The Raphael Remedy

Lent and Your Temperament

by | Feb 13, 2018 | Mental Health

Lent is upon us so Spring is not far off. Time to think about giving something up, extra prayer time, and doing good works.

For those serious about their faith, the Lenten period is one of deeper prayer and reflection. Making a good examination of conscience is a great start. But once you do, then what?

Most of us have certain sinful patterns that tend to get us into trouble. Confessing the same sins month after month and year after year gets pretty discouraging. Some of it is simply fallen human nature, but some is because of your particular nature. People with different temperaments tend to have different struggles. By taking time to understand your temperament better, you stand a much greater chance of overcoming whatever it is that tends to lead you to sin.

Here’s a brief run through of the four temperaments as identified by Hippocrates, way back when.


A Sanguine individual tends to be outgoing and playful, verbal, charismatic, and the life of almost any party. A big plus about Sanguines is that they don’t tend to hold grudges. They may get upset in the moment but they tend to let things go more easily. Offenses don’t generally leave deep impressions.

Those are the good things.

But there’s another side.
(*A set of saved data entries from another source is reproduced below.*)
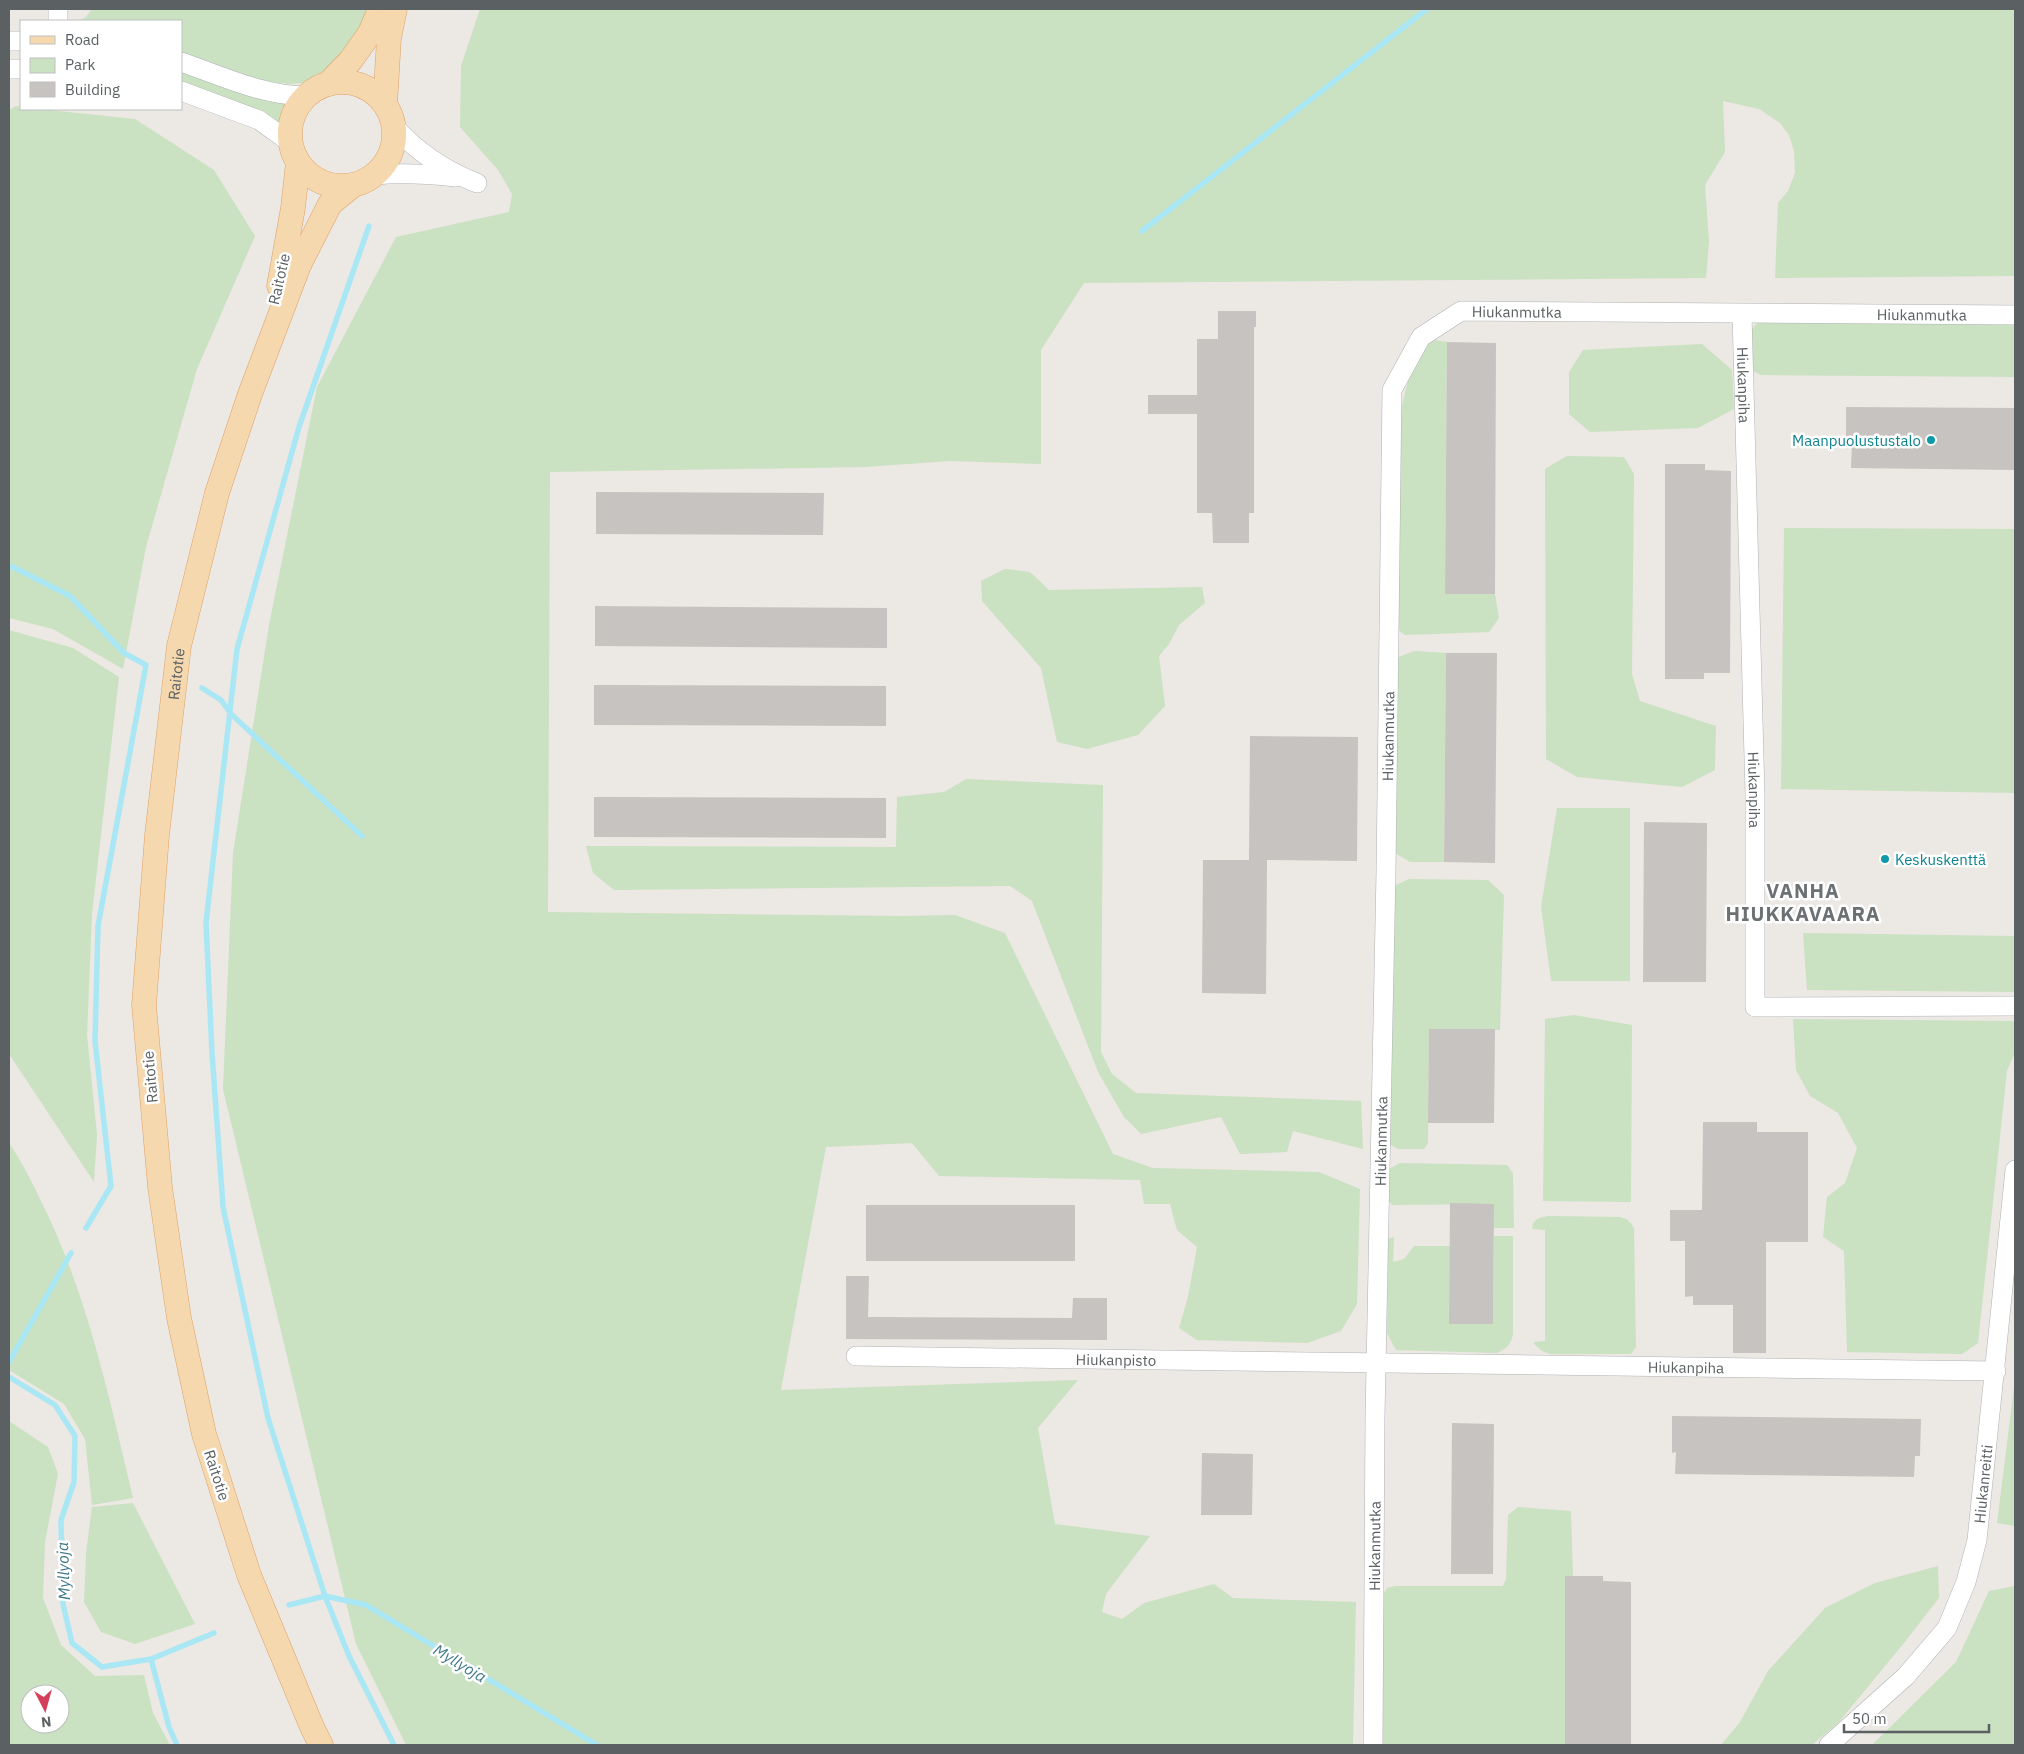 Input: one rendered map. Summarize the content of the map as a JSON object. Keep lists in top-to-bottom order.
{
  "streets": {
    "main road": ["Raitotie"],
    "street": [
      "Hiukanmutka",
      "Hiukanpiha",
      "Hiukanpisto",
      "Hiukanreitti"
    ]
  },
  "crossings": [
    ["Hiukanmutka", "Hiukanpiha"],
    ["Hiukanmutka", "Hiukanpisto"],
    ["Hiukanpiha", "Hiukanpisto"],
    ["Hiukanpiha", "Hiukanreitti"]
  ],
  "districts": ["VANHA HIUKKAVAARA"],
  "water": ["Myllyoja"],
  "places": ["Maanpuolustustalo", "Keskuskenttä"],
  "legend": ["Road", "Park", "Building"],
  "scale_bar": "50 m",
  "north": "bottom"
}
A Sanguine individual tends to be flighty, impulsive, can be a little scatterbrained, and even unreliable.

Predominant vices: gossip, detraction, self-absorption.


Ah, the Melancholy person… I’m one of them. Melancholies tend to be very sensitive, deep, introspective, creative, and thoughtful. If you want something done with precision and perfection, call a Melancholy. That’s the plus side.
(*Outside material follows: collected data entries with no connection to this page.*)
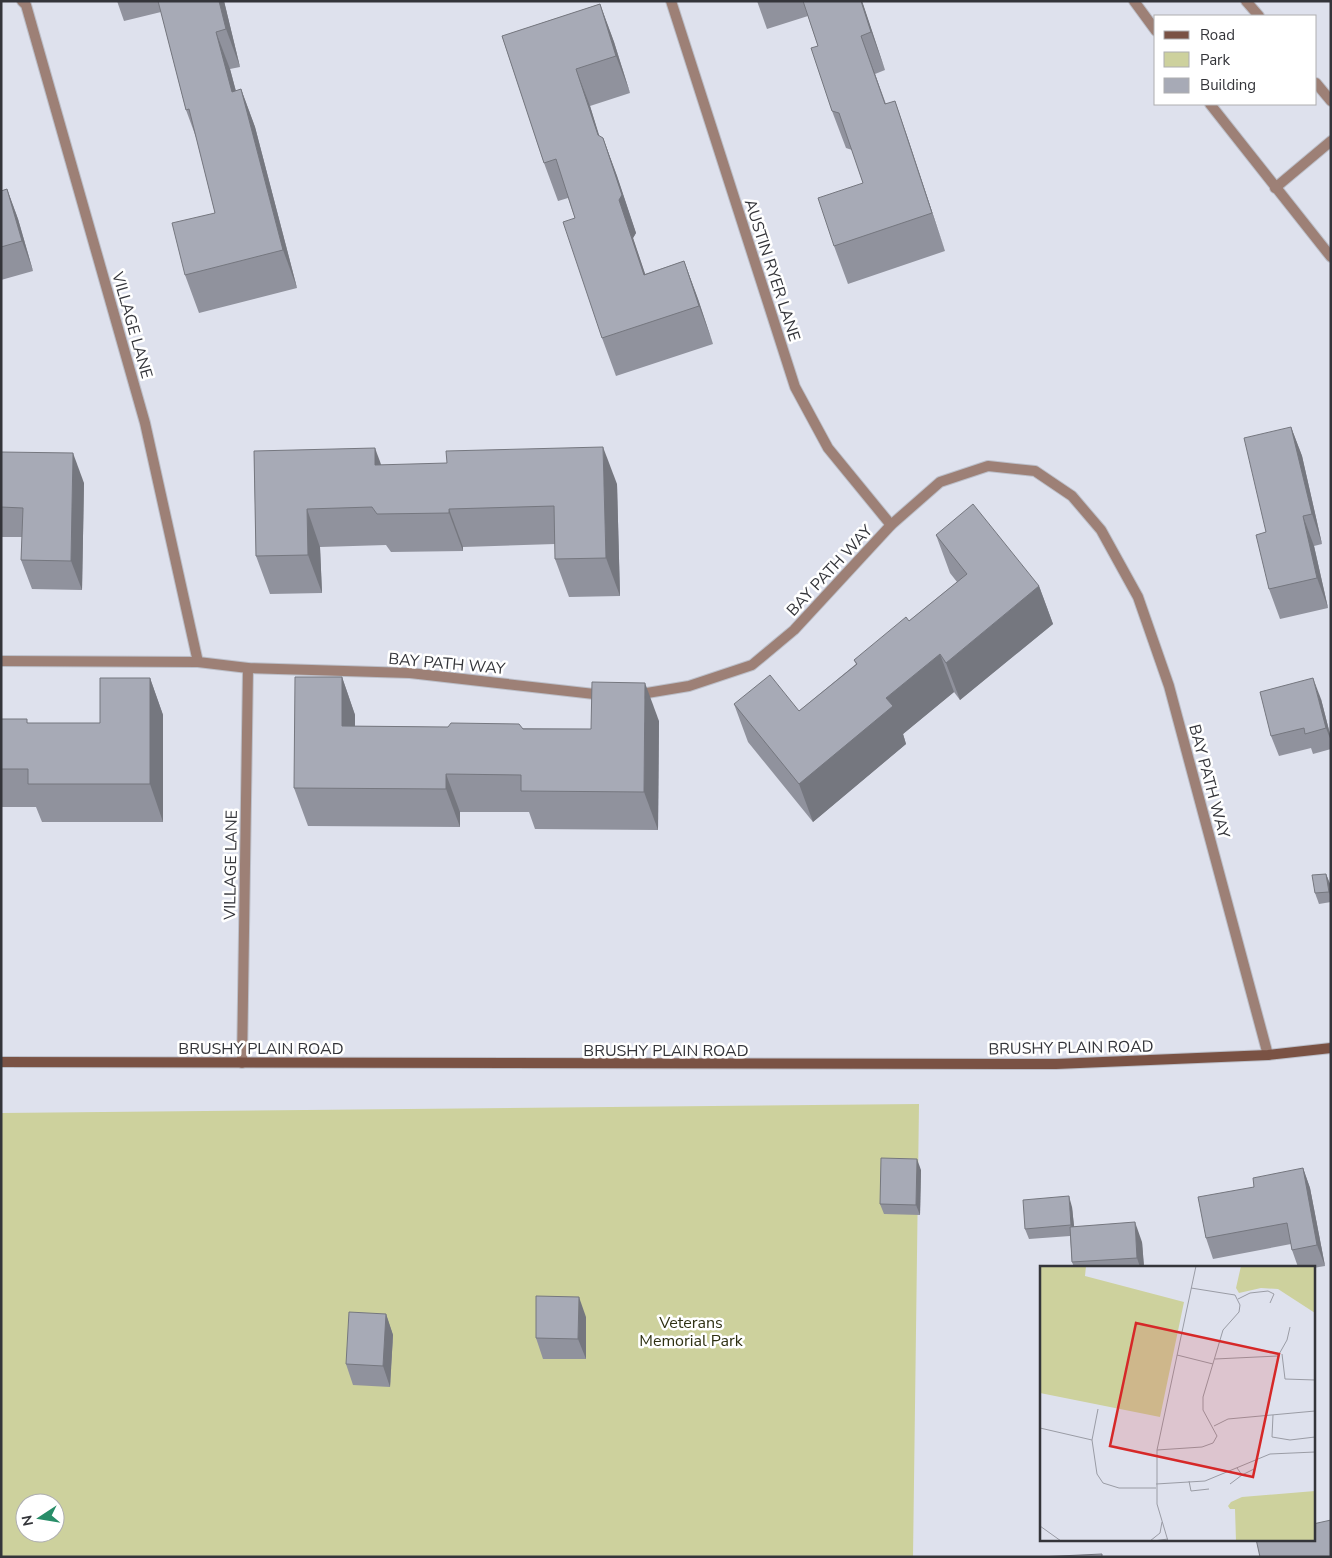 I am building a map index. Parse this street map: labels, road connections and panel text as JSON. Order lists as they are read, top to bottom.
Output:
{
  "streets": {
    "main road": ["BRUSHY PLAIN ROAD"],
    "street": ["AUSTIN RYER LANE", "VILLAGE LANE", "BAY PATH WAY"]
  },
  "crossings": [
    ["AUSTIN RYER LANE", "BAY PATH WAY"],
    ["VILLAGE LANE", "BAY PATH WAY"],
    ["VILLAGE LANE", "BRUSHY PLAIN ROAD"],
    ["BAY PATH WAY", "BRUSHY PLAIN ROAD"]
  ],
  "parks": ["Veterans Memorial Park"],
  "legend": ["Road", "Park", "Building"],
  "north": "left"
}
On the other hand, hurts tend to make deep impressions and it’s not unusual that a melancholy has trouble letting them go easily. Prone to depression and inner ruminations, if left unchecked a melancholy person can get negative and downright morose.

Predominant vices: critical, judgmental, moody, pessimistic, obsessive.
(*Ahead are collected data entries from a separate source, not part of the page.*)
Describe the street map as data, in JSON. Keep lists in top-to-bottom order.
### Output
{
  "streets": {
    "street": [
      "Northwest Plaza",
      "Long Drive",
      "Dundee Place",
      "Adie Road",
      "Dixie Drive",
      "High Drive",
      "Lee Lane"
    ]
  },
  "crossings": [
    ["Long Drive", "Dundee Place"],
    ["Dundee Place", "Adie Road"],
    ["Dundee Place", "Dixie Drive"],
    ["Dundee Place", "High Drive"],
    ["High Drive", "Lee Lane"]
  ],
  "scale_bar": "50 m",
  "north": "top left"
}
A Choleric person tends to be a natural leader and one who takes charge of the situation—any situation. They are generally decisive, capable, and passionate. They don’t waste too much time bemoaning a mistake but find ways to deal with them quickly. In an emergency situation, a choleric really shines.

On the other hand, though, Cholerics can tend to be bulls in the emotional china shop. Just the facts, please. They tend to speak or act before considering the emotional ramifications on those around them. (Ouch!) They can be tactless, rude, and argumentative.

Predominant vices: insensitive, rash, rude, intolerant.


Phlegmatic individuals are easily the most laid back and easy to get along with. They don’t let things ruffle their feathers too easily and are affectionate and accepting. They’re steady, faithful, kind, and loyal.

On the other hand, the predominant fault of a phlegmatic can be laziness or sloth. Getting a Phlegmatic engaged in a project or even an argument can be difficult and lead to frustration, especially with a sensitive Melancholy, or a pushy Choleric. They tend to dislike change and can be indecisive and obstinate.

Predominant vices: lazy, stubborn, passive-aggressive, sarcastic.

Most of us have one predominant temperament with a strong secondary temperament. Understanding your temperamental tendencies and their characteristic weaknesses will enable you to tackle them more effectively.

Wishing you a fruitful and holy Lent.